# How many butts can fit?



## tdunson (Sep 10, 2015)

I've cut my teeth cooking with guys that do a lot at a time. 300 butts is usually the minimum. I'm looking to build something bigger for myself  and was curious what the opinions are on how many butts you can fit in a certain area. I was looking at a simple block smoker to do a pig cook and I know it'd be 8x4 ft of cooking surface the way I a do it. It's inevitable I'll end up cooking butts for my kids ball team so now I'm wondering about how many butts would fit. Most folks I've talked to say no more than 1 butt per sq ft but that seems like they'd have a lot of wasted space in between. I know they shouldn't be touching so the smoke can flow freely.

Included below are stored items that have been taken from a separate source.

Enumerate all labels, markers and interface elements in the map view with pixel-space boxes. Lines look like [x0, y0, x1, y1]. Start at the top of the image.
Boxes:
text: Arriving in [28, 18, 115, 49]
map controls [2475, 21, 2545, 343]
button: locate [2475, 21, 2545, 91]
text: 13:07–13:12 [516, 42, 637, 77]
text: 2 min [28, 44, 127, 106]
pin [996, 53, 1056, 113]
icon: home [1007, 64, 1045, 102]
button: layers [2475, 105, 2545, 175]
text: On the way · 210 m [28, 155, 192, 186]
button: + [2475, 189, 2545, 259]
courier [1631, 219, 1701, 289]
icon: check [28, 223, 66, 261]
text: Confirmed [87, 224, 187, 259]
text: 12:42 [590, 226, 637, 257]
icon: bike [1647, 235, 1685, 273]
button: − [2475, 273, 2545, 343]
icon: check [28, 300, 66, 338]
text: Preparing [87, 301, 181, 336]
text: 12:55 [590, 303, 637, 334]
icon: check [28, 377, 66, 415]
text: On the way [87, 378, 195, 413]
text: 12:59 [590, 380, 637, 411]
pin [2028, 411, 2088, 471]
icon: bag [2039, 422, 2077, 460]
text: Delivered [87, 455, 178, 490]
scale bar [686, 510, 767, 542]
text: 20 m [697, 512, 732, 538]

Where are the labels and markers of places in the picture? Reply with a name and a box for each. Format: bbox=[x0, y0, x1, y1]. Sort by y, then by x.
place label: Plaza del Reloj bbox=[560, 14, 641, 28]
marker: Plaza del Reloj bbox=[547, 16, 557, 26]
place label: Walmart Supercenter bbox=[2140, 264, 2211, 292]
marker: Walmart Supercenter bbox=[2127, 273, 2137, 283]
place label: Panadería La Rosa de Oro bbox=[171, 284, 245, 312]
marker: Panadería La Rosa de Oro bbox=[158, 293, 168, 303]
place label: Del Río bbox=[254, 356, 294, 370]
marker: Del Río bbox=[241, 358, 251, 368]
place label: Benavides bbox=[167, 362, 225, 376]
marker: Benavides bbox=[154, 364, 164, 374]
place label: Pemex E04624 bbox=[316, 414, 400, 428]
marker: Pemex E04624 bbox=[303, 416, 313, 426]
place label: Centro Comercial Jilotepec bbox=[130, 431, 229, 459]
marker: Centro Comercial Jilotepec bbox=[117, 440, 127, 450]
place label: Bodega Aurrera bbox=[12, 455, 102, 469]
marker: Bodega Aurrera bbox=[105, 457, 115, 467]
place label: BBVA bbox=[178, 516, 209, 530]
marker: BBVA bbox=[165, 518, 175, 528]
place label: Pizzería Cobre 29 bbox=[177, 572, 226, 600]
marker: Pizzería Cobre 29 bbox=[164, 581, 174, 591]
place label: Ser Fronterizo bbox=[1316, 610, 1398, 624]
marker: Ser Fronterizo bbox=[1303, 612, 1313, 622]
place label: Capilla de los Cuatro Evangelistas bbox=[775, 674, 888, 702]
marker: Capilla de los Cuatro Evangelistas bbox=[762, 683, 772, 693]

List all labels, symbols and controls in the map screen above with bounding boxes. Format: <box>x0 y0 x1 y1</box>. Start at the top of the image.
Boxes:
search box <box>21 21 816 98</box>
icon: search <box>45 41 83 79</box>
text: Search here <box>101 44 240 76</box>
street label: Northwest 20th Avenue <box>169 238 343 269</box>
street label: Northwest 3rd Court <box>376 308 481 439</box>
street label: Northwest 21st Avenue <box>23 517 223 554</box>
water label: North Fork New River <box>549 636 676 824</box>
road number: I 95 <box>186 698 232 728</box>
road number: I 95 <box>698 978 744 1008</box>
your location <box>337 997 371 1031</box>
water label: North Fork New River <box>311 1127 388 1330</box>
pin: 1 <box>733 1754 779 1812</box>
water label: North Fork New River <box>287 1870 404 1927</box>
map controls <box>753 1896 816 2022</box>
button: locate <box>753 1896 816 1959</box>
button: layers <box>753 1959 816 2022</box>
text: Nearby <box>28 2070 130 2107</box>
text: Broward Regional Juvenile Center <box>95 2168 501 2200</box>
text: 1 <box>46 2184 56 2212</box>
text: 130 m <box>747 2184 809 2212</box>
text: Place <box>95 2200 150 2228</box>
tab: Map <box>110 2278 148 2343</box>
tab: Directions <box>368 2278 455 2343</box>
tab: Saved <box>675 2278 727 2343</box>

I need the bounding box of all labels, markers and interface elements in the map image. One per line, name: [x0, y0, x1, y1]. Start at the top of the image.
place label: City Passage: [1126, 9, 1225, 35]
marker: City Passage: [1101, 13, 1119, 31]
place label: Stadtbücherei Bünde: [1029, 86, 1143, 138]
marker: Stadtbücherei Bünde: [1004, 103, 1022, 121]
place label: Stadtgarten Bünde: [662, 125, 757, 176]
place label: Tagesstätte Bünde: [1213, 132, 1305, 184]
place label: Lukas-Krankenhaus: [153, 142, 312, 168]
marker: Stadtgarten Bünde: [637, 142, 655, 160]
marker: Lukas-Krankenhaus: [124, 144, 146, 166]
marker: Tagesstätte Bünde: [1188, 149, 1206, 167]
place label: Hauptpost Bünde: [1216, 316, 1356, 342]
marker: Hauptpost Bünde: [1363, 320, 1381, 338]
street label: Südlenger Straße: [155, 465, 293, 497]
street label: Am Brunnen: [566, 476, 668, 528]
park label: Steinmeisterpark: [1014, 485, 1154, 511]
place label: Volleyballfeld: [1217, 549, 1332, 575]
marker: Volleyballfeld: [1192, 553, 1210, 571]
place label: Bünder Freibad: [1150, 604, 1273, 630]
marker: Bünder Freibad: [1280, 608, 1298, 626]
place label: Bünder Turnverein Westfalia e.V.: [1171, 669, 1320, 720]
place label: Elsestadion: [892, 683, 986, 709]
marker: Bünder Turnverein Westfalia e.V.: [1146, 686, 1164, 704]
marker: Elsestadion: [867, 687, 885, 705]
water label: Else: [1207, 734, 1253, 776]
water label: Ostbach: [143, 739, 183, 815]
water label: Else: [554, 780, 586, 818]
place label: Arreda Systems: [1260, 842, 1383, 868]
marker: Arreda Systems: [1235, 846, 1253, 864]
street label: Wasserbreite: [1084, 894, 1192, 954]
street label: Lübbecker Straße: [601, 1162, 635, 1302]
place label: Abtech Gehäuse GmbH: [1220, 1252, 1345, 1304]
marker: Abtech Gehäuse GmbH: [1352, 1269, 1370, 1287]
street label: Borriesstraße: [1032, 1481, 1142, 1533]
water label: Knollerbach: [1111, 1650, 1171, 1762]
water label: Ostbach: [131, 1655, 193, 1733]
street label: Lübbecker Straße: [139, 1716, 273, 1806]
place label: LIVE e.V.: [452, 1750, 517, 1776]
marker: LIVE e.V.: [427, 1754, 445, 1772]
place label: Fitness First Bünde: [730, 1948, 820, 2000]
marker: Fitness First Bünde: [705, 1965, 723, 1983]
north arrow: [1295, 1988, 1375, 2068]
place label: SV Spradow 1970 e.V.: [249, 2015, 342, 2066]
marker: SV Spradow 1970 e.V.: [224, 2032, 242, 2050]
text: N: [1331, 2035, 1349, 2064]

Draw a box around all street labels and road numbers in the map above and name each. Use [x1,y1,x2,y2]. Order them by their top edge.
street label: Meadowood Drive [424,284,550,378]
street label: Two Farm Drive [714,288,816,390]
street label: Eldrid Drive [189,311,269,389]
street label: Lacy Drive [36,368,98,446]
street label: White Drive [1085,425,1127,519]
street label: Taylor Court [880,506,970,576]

So how many butts do yall think would fit on 32 sq ft.


----------



## noboundaries (Sep 10, 2015)

A square foot is 144 square inches. 

Lets say a typical butt has a 9" by 5" footprint or 45 square inches. 

You only need a little space between them to start because they shrink as they cook.  So lets say the initial spacing is 1/4" between the butts, a

footprint of 9.125" by 5.125", or 46.8 square inches per butt.   

A 32 square foot cooking area is 4608 square inches.  98 butts, rounding down.


----------